The only thing I can tell you for sure is that overdoing screening tests as per our overly cautious but misguided doctors leads to too much anxiety for all of us. The fear of being diagnosed with cancer and the panic-filled wait for test results are dangerous stressors and can put us at risk for heart attacks and strokes.
Ironically, no one talks about the downside of testing and early detection because we have all been indoctrinated to think testing saves lives. But what about the side effects of the tests and the dangers of false-positive results and bad outcomes from surgery, radiation, and chemotherapy? The problem with doing an infinite number of tests is that it leads us to believe that testing will prevent cancer, but nothing could be further from the truth. By adhering to this philosophy, we are abdicating our responsibility for taking care of ourselves. We turn over our entire health to strangers who don’t know us and most likely don’t care.
For women, the classic example of over-screening is mammography. In 2010, the U.S. Preventive Services Task Force recommended doctors stop doing mammograms on women younger than 50, and that they have them only every two years unless there is a family history or other extenuating circumstances. (This differs greatly from the American Cancer Society’s recommendation for annual mammograms for all women 40 and older.) The backlash to the USPSTF’s unpopular position from the radiologic societies and the many women’s groups sponsored by the booming cancer industry quashed the report. The task force was criticized as though it took away a woman’s right to be diagnosed with breast cancer. Nothing could have been further from the truth.

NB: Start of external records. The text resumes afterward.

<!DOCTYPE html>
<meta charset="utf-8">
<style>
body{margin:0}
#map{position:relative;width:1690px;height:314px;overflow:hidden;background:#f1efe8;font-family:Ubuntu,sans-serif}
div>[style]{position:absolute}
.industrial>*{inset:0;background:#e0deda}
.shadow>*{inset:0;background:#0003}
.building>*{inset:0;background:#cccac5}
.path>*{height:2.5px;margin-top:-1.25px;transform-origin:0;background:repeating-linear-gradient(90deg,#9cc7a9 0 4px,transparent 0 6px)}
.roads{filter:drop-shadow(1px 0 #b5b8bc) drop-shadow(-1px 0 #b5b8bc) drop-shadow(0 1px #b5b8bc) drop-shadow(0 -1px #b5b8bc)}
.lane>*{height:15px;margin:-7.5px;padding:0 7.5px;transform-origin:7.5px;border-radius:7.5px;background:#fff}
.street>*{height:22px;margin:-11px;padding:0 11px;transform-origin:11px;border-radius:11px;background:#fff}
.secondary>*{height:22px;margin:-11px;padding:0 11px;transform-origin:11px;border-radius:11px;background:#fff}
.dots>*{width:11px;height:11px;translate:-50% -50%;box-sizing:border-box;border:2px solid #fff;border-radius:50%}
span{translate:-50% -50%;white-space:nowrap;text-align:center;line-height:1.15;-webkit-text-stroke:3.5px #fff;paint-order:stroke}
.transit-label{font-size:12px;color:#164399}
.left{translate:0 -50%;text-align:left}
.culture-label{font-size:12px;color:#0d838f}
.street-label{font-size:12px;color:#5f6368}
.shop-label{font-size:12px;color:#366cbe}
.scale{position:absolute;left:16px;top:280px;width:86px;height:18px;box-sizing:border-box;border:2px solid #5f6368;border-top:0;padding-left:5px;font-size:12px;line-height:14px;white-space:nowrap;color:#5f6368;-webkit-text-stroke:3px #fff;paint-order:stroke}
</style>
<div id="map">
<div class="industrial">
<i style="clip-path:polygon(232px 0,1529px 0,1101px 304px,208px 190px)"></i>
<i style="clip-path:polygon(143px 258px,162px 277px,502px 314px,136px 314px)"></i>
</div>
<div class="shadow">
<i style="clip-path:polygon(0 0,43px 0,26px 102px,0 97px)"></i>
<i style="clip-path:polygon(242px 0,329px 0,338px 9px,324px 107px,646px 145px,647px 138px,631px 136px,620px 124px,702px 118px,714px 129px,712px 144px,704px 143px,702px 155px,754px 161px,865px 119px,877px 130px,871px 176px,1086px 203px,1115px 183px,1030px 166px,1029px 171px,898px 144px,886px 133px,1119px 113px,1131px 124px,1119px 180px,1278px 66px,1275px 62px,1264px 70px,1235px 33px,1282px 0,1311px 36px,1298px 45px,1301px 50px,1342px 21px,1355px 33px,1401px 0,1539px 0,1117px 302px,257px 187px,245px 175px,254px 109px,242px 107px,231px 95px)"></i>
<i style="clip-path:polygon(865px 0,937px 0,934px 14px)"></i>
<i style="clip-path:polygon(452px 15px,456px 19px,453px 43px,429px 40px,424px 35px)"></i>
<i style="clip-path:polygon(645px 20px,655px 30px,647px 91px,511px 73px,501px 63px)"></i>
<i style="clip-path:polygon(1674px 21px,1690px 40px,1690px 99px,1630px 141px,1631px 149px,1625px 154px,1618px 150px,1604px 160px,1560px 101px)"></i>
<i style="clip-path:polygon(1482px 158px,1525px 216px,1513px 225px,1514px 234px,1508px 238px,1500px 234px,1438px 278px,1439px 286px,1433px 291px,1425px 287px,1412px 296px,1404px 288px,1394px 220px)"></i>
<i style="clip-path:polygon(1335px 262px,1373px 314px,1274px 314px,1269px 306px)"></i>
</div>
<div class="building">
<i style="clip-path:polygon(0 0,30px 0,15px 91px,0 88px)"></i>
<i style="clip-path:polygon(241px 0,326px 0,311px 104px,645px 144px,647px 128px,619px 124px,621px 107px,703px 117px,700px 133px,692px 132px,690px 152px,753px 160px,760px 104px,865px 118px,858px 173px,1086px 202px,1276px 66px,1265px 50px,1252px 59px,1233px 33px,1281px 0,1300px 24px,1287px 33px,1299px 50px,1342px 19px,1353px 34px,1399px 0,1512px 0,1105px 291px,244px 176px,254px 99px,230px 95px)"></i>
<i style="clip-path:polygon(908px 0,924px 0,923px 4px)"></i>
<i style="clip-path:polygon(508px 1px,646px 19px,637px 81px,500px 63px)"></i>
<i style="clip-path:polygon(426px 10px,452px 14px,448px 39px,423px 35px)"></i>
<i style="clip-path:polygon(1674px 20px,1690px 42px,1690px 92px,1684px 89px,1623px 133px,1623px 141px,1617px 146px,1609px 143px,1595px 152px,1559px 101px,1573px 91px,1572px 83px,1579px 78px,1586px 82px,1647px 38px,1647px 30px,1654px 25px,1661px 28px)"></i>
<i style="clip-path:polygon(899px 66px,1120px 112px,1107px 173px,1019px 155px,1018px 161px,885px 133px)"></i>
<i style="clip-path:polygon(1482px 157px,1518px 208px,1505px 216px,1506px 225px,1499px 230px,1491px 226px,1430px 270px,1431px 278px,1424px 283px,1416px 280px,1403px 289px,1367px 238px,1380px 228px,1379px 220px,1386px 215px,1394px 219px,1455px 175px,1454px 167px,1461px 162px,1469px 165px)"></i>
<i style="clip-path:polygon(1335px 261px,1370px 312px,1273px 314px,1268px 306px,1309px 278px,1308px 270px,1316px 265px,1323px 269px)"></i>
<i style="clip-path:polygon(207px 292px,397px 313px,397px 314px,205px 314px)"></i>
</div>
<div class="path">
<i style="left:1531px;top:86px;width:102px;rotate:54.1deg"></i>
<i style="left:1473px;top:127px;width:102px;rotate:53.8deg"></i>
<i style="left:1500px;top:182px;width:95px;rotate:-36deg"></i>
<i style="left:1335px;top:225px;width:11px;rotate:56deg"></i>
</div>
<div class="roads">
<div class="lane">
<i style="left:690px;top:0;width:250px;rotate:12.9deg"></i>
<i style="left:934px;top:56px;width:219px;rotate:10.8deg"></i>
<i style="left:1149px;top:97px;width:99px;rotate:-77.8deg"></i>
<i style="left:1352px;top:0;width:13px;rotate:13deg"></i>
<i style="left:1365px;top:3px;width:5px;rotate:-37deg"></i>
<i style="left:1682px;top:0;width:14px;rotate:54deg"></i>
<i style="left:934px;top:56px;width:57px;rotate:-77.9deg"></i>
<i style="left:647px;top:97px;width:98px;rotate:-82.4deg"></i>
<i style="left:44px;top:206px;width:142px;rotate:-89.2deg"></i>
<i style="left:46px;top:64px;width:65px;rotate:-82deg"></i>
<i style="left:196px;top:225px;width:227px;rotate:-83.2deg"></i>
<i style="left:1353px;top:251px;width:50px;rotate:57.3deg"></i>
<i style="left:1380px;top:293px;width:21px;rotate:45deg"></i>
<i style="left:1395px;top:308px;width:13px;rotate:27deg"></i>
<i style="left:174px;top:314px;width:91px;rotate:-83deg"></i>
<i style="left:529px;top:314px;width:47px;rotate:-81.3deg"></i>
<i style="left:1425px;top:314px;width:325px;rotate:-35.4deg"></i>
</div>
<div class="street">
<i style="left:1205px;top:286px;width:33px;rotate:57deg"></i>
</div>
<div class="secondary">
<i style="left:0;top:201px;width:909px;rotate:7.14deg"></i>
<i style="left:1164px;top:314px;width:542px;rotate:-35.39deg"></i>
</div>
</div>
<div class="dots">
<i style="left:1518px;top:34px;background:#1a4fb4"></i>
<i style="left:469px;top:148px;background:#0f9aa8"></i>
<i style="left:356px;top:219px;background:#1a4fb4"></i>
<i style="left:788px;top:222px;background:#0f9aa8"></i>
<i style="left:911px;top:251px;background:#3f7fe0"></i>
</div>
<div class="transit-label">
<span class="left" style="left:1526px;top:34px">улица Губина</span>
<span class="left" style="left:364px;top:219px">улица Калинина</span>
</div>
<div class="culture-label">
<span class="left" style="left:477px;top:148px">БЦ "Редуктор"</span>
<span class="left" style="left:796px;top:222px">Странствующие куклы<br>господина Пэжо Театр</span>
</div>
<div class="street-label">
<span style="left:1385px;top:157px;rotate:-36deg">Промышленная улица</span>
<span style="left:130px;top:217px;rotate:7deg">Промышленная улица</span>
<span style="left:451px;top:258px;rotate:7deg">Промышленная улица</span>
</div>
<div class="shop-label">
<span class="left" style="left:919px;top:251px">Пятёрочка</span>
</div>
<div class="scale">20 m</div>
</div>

In 2013, a study reported that mammograms were not as safe as most women think. And it wasn’t the first such study. This latest study from decades of research raised the issues of radiation overexposure (increasing risk of cancer), side effects of biopsies done on pretty much any breast lump that you show your doctor (also increasing the risk of cancer by disturbing the architecture of the breast and changing natural killer cell immune response), and the overdiagnosis and inclusion of DCIS (ductal carcinoma in situ) as a cancer when studies have shown it does not progress, spread, or cause any problems and should not even be considered cancer.